Work item >>
List all lines of the data containing the word "place".

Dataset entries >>
== Segment start ==
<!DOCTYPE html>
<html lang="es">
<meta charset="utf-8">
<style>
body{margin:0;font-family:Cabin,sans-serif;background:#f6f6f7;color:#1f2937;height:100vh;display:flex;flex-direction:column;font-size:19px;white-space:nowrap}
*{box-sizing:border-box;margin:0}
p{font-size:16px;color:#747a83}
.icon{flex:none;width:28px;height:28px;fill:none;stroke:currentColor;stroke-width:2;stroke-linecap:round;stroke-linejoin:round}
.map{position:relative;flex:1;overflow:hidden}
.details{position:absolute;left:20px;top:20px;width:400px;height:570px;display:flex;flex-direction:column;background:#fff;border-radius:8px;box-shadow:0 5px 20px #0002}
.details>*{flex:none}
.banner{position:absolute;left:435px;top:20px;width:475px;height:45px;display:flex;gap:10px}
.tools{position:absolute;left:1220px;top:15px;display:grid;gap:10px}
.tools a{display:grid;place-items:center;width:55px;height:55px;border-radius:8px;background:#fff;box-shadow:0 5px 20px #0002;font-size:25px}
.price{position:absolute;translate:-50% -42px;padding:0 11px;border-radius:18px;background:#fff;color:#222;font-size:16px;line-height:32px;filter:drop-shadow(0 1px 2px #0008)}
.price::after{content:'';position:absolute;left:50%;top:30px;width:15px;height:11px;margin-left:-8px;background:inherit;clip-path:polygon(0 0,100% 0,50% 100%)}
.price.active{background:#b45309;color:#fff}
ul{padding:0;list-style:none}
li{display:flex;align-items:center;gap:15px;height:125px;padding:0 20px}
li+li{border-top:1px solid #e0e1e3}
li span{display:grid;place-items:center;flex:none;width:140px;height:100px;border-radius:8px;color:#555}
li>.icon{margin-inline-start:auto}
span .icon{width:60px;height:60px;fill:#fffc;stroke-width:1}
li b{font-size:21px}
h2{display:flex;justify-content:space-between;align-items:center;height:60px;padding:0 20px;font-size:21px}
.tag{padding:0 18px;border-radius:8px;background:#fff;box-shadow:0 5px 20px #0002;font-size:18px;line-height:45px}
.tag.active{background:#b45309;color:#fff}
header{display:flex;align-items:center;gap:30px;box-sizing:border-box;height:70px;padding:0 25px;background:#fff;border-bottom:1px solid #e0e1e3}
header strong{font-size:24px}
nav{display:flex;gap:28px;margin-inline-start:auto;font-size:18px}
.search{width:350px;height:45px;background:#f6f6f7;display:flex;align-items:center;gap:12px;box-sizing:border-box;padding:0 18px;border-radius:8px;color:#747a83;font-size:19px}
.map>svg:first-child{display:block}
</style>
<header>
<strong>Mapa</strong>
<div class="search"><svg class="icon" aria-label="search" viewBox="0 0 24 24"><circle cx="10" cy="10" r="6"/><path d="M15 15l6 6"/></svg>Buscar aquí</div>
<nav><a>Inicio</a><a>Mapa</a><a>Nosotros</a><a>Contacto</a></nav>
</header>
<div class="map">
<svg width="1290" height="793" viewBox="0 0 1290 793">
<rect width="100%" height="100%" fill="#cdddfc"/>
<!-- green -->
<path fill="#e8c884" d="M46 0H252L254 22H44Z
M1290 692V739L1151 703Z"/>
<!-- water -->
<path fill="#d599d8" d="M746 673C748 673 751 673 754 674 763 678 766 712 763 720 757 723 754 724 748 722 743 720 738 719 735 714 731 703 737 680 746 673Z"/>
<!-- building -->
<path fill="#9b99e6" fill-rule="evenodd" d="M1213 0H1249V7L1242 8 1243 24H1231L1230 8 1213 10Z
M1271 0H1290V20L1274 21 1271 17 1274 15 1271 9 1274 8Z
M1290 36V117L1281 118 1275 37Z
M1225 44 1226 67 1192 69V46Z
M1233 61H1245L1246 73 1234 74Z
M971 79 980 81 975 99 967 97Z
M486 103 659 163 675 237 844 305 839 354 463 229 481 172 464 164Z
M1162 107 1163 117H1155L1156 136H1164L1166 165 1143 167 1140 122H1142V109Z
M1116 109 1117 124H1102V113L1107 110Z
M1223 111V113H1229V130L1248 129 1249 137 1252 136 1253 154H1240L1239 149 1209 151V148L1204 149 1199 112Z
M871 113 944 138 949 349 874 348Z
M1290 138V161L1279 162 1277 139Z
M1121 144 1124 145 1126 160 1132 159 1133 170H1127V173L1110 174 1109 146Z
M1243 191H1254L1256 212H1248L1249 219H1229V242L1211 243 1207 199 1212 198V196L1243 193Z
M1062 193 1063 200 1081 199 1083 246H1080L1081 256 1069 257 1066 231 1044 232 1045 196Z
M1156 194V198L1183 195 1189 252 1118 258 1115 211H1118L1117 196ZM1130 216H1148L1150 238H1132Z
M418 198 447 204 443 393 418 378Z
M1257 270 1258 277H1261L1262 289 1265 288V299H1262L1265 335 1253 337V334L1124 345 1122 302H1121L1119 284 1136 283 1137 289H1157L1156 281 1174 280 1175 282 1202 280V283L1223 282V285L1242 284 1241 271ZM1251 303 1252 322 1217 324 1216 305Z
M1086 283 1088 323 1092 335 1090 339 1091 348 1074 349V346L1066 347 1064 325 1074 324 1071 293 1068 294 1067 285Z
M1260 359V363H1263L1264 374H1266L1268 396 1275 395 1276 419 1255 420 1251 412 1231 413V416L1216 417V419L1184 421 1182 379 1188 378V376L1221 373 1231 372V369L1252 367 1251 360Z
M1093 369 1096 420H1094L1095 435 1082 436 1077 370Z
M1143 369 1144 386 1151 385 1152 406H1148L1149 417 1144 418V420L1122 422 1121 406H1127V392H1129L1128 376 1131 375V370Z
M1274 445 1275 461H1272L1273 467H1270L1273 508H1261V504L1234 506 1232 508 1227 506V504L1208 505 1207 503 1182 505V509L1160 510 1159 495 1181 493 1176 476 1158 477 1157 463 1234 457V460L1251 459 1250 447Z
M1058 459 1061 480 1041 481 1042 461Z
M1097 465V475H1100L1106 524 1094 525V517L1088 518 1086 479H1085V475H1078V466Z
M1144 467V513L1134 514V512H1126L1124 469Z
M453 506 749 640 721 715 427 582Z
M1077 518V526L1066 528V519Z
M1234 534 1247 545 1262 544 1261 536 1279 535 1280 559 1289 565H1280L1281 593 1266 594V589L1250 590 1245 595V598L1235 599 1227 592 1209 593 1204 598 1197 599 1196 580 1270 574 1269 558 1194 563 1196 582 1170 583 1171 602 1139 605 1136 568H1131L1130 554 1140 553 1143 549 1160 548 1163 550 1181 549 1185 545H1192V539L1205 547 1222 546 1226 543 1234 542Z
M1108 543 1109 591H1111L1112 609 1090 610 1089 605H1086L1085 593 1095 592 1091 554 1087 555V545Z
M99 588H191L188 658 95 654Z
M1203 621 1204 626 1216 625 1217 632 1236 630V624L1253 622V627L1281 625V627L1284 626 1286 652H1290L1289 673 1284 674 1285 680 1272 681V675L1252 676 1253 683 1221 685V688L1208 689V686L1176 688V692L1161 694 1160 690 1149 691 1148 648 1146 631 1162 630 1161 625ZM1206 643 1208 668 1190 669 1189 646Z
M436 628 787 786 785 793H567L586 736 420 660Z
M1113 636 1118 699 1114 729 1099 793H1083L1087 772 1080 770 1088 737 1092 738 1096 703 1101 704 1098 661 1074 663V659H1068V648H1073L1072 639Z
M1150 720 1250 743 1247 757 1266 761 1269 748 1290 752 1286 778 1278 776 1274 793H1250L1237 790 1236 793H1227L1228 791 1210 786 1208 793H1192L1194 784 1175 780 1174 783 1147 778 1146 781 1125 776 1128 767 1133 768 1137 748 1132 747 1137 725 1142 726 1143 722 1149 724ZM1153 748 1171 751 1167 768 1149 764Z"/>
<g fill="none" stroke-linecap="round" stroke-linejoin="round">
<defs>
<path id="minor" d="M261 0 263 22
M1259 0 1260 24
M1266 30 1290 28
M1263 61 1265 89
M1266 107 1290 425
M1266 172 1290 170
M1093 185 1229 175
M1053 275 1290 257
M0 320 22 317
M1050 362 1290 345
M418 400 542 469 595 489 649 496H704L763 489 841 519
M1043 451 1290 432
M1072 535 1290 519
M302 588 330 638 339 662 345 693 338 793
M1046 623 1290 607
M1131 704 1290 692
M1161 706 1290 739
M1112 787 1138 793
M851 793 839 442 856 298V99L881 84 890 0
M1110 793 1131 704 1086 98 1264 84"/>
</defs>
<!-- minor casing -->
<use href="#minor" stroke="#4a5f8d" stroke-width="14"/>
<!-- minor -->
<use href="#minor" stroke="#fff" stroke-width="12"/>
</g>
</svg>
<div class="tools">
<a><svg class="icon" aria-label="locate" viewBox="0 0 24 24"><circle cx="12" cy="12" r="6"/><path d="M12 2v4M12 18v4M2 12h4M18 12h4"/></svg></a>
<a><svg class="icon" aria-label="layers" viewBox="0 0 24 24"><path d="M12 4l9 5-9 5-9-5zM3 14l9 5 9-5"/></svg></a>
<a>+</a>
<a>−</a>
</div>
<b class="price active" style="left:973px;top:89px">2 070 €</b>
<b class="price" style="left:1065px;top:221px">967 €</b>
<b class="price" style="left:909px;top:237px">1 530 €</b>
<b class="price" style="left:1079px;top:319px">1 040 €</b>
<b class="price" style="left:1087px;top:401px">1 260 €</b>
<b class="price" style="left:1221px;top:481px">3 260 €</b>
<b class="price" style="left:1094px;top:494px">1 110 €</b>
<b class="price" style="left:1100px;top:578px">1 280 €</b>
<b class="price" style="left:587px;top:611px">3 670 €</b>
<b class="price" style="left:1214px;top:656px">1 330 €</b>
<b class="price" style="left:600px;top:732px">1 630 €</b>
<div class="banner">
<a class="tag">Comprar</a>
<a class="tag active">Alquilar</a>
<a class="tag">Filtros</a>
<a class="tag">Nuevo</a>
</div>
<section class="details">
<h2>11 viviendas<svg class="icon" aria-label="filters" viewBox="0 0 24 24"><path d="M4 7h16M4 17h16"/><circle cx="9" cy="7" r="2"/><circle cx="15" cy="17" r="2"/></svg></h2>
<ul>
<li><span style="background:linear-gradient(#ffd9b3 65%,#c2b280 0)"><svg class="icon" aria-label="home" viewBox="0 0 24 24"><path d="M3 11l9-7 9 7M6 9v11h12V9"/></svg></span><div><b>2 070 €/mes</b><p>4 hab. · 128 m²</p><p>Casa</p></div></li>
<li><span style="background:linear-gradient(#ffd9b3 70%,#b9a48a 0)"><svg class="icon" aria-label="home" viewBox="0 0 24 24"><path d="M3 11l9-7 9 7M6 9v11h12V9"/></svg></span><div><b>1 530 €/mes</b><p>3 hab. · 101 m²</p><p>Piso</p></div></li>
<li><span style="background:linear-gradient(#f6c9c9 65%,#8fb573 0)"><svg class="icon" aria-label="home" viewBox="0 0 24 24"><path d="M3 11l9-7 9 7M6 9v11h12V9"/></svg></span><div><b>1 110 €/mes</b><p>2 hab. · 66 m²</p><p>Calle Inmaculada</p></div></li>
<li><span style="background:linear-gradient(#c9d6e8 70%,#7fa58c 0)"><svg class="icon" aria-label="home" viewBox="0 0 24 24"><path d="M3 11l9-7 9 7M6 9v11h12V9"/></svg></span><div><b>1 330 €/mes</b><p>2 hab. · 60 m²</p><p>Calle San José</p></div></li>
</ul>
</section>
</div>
== Segment end ==
The completed task >>
.tools a{display:grid;place-items:center;width:55px;height:55px;border-radius:8px;background:#fff;box-shadow:0 5px 20px #0002;font-size:25px}
li span{display:grid;place-items:center;flex:none;width:140px;height:100px;border-radius:8px;color:#555}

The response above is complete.